● Task instructions
Say how many lines in the records hold "image". Nothing but the number should be given.

++++++++

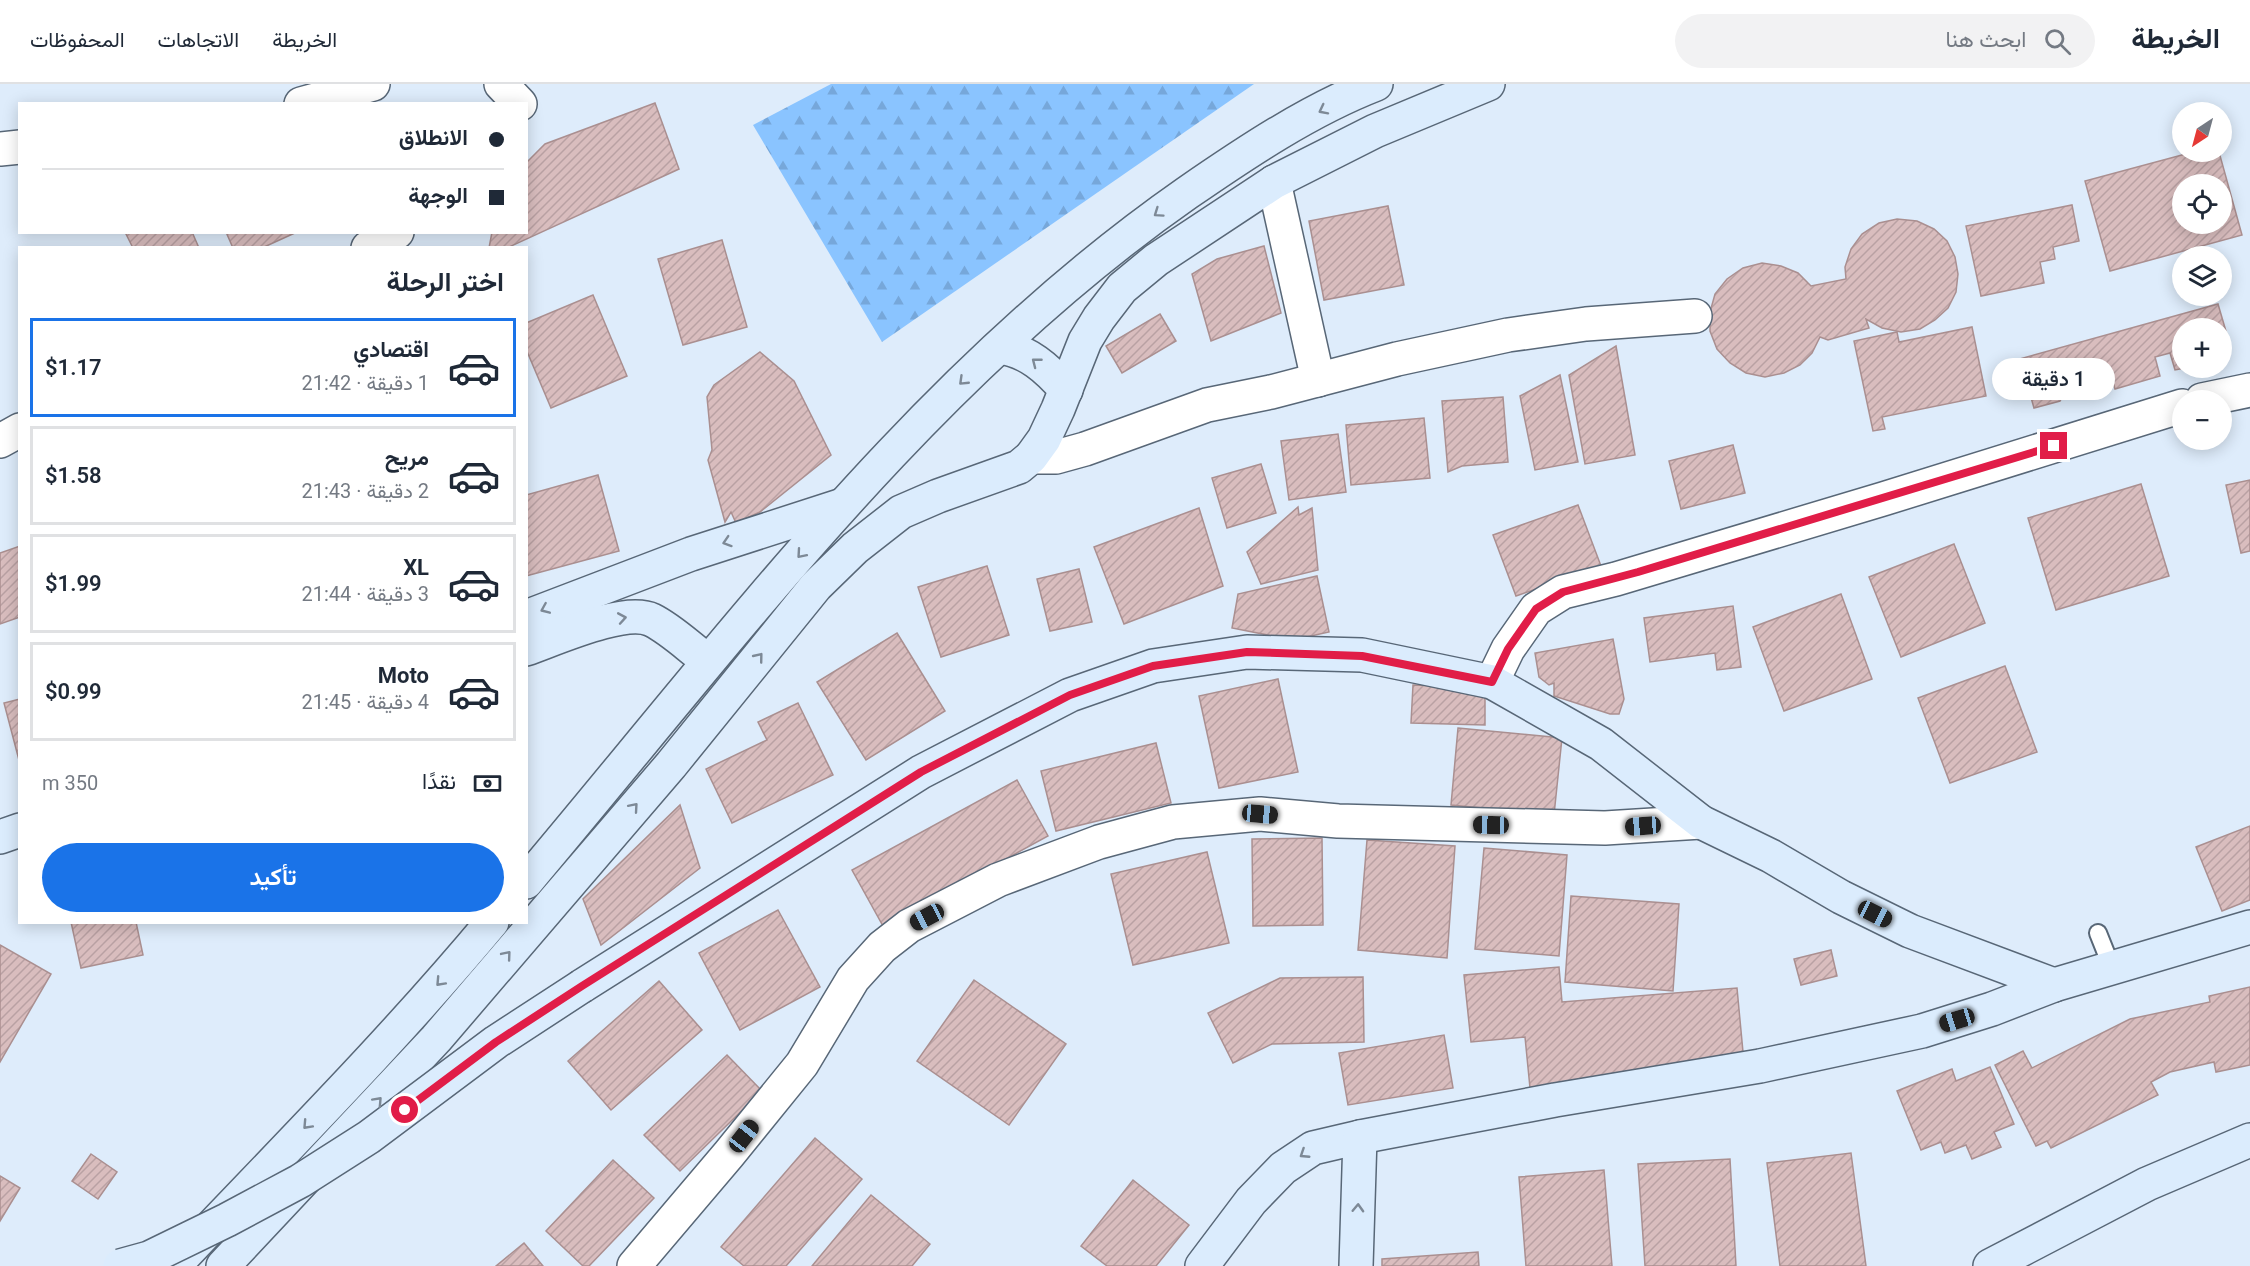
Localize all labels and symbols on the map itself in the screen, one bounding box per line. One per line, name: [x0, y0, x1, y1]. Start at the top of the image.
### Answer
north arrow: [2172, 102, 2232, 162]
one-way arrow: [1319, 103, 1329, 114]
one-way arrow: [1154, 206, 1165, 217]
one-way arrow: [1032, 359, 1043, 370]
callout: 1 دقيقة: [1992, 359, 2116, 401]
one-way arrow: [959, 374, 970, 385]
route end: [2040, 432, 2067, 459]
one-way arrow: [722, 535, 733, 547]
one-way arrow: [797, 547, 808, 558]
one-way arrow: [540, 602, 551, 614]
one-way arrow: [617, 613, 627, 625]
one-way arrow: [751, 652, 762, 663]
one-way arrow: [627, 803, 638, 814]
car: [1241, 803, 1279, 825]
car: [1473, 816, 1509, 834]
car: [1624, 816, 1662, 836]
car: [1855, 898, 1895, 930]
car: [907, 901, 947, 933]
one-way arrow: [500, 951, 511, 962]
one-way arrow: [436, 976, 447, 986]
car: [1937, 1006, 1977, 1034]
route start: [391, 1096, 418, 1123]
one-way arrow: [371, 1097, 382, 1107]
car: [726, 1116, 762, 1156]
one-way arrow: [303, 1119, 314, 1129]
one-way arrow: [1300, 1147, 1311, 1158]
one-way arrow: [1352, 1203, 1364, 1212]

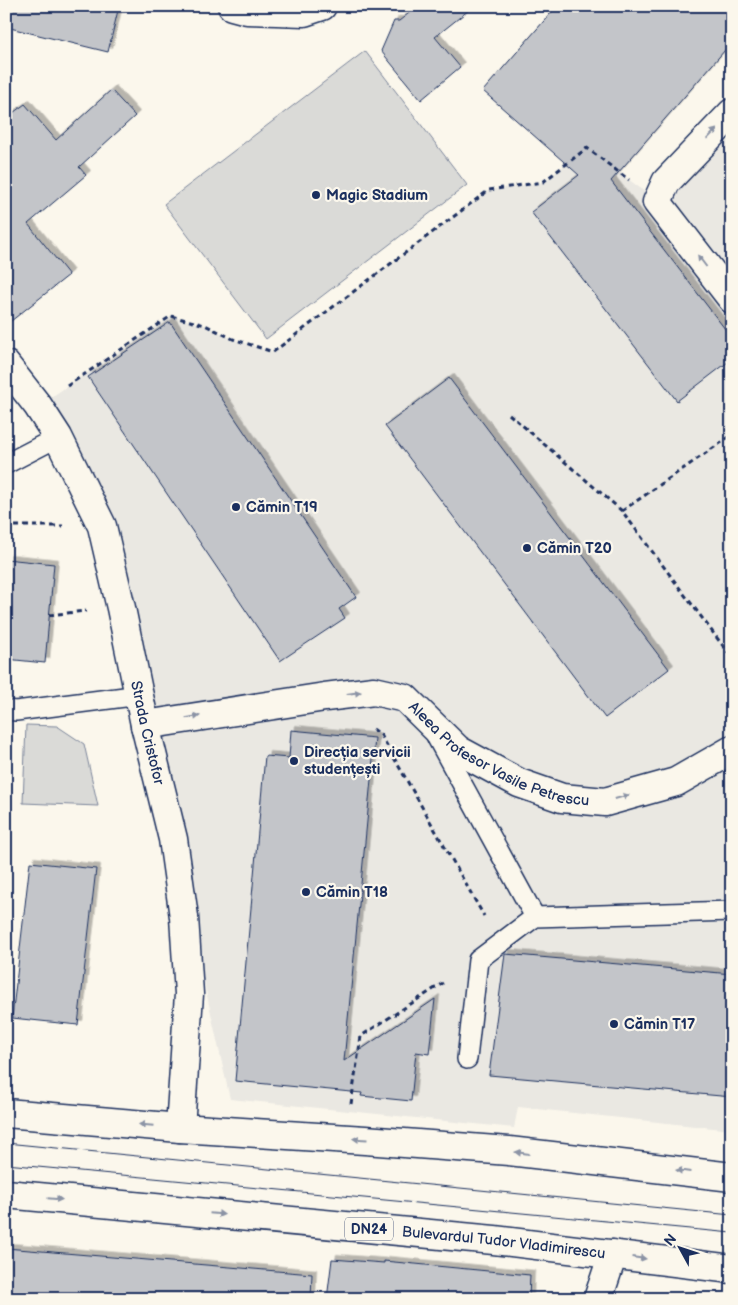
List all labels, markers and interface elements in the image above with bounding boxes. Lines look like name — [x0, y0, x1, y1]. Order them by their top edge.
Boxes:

++++++++

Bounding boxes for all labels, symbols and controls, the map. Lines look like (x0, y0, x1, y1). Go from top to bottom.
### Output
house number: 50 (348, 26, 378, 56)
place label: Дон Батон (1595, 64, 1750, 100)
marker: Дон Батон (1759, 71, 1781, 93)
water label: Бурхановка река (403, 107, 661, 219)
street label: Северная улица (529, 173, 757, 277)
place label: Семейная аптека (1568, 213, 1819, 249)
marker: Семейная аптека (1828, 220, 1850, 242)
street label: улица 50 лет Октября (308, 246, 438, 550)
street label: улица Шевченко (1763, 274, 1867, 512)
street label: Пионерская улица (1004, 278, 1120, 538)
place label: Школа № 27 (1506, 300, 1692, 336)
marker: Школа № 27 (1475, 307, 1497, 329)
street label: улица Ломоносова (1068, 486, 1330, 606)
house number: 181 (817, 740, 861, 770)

++++++++

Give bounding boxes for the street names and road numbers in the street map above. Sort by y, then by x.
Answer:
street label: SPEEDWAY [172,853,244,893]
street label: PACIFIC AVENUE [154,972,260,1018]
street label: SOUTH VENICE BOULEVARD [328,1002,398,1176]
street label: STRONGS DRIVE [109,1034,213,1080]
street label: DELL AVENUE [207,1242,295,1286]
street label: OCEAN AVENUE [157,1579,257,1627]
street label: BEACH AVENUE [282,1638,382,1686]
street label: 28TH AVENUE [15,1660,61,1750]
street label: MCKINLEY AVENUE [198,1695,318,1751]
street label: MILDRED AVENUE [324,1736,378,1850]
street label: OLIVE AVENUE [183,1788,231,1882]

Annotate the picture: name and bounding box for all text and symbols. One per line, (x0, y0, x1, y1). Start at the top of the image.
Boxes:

++++++++

● Answer to this exercise
3